- **ABOUT THIS EXERCISE**
The answer must be every line below that holds the word "Creek".

- **THE INPUT**
+++

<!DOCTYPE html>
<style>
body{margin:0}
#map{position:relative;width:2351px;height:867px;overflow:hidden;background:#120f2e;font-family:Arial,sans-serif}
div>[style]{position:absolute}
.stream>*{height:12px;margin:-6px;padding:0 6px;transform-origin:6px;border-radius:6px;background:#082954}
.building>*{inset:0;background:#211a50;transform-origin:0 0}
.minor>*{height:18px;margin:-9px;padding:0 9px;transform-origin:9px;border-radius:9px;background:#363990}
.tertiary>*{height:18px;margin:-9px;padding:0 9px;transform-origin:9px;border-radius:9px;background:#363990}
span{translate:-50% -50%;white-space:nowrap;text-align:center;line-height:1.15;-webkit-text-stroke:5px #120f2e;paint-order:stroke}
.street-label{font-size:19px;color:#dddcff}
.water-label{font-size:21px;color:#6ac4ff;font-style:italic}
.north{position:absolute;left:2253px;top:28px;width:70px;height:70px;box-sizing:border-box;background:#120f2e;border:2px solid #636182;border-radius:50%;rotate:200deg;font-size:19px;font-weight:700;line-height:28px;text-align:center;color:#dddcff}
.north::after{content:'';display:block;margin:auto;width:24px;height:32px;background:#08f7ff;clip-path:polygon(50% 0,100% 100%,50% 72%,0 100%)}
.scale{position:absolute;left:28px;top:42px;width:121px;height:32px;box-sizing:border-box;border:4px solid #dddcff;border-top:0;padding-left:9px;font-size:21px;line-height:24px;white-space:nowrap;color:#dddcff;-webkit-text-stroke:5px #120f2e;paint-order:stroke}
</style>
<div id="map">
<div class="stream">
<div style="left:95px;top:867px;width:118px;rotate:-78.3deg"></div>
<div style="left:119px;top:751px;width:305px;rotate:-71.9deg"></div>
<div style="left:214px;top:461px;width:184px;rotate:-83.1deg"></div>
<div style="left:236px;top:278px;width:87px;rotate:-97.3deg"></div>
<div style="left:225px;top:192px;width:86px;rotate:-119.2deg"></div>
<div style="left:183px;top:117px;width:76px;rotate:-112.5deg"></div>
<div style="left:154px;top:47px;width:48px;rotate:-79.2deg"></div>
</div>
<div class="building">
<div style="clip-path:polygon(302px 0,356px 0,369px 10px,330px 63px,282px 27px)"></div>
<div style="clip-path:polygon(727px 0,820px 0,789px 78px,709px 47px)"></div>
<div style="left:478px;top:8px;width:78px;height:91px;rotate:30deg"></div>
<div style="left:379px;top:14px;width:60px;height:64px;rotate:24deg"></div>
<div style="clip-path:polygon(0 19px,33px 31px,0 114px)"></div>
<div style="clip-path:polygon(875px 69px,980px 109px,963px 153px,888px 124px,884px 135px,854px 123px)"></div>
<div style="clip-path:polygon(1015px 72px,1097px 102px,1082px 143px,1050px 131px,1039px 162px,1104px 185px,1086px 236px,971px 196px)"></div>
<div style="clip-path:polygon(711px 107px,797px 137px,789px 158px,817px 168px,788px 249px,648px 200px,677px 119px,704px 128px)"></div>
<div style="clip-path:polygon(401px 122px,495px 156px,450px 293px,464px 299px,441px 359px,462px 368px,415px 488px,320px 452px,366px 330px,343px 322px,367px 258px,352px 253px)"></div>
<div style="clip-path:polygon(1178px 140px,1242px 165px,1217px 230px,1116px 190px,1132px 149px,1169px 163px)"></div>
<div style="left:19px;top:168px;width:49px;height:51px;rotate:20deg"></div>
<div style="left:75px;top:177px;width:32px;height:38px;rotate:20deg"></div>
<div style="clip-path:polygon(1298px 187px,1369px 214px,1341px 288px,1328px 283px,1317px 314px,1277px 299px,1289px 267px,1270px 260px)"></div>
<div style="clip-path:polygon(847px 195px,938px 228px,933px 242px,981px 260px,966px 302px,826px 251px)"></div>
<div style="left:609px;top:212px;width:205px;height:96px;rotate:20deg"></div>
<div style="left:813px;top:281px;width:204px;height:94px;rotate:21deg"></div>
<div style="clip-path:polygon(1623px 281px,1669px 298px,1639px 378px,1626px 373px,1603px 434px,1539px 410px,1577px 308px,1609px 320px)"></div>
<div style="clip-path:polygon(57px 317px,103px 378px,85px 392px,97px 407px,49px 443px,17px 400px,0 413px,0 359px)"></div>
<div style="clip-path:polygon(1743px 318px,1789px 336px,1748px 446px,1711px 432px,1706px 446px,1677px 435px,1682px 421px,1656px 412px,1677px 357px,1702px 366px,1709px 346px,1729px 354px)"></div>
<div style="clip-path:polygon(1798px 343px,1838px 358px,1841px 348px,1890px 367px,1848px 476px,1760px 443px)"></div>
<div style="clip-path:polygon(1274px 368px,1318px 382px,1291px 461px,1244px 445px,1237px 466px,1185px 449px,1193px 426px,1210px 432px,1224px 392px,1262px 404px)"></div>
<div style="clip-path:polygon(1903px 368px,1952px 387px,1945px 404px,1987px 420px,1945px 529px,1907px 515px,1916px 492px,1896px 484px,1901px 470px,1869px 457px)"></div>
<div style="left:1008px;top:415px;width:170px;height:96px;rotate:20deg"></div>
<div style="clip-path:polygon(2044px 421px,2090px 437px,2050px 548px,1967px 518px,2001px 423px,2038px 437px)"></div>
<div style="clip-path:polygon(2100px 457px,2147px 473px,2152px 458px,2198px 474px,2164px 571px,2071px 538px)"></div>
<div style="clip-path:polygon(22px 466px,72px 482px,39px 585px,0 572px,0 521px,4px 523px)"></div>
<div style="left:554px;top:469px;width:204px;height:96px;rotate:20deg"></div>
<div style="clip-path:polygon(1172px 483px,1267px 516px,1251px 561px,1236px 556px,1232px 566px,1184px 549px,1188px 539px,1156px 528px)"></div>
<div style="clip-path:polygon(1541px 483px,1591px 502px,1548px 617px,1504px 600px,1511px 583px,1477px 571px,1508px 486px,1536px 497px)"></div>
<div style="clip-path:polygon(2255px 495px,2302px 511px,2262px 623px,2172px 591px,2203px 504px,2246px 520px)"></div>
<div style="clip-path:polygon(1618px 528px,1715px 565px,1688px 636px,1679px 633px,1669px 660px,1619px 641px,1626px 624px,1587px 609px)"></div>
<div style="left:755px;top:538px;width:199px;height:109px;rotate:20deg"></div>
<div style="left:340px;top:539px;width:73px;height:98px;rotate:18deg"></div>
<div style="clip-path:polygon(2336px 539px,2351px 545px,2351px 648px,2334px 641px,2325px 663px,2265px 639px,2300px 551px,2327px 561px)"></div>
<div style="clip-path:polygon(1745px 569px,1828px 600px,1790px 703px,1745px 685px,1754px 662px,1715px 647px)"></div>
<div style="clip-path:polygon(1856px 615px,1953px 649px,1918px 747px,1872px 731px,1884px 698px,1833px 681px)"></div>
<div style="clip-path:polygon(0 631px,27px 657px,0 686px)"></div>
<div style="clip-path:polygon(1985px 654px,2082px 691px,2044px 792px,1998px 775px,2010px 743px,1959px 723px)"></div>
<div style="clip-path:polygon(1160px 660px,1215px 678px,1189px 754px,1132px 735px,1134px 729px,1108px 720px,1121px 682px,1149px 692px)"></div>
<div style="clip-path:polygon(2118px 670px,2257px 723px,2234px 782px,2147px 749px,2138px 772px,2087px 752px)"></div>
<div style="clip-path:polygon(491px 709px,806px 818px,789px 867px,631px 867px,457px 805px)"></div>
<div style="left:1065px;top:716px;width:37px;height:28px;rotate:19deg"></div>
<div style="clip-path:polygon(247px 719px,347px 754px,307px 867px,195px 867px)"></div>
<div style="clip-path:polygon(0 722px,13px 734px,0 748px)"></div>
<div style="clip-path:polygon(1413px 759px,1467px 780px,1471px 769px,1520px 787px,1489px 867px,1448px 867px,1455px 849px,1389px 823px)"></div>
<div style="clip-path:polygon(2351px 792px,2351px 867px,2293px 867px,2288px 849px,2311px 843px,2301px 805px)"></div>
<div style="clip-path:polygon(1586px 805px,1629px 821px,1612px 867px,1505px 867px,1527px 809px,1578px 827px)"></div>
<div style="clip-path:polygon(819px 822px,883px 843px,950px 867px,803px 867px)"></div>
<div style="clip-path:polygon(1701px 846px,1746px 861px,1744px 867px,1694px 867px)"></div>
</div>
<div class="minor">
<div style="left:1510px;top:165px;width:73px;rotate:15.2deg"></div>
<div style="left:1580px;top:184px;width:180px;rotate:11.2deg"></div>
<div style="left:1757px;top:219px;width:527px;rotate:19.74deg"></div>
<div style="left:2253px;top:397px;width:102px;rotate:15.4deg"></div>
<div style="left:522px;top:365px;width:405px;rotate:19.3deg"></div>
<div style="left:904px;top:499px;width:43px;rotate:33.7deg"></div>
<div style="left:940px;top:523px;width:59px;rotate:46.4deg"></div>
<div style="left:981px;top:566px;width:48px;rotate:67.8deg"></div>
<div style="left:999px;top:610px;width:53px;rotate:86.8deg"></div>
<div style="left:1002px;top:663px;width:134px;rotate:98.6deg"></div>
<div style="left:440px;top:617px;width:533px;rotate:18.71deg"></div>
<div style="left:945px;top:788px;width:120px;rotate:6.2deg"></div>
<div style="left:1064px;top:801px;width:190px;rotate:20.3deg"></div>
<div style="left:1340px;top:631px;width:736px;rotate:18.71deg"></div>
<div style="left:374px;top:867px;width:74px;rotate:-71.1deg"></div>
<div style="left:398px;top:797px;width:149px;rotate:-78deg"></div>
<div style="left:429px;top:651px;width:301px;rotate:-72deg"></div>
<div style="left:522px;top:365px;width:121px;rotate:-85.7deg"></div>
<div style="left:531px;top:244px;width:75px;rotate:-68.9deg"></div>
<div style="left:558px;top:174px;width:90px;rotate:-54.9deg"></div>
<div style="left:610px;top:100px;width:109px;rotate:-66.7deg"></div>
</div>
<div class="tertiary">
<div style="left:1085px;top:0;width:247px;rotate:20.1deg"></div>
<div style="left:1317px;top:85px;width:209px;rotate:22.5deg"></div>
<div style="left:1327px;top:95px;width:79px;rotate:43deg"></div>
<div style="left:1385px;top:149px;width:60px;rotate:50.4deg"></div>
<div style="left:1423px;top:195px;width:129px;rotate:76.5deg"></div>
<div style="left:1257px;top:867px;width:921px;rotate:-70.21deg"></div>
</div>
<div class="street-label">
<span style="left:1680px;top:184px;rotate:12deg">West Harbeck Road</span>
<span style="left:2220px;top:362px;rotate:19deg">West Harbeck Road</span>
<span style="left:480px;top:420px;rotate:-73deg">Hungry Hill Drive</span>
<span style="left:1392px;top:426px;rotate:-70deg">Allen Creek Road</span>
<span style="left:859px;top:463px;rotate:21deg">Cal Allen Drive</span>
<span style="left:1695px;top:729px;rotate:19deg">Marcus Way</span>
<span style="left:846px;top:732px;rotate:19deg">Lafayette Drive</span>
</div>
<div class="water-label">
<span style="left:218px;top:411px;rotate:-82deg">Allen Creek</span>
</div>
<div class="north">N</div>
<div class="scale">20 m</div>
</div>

+++

- **SOLUTION TO THIS EXERCISE**
<span style="left:1392px;top:426px;rotate:-70deg">Allen Creek Road</span>
<span style="left:218px;top:411px;rotate:-82deg">Allen Creek</span>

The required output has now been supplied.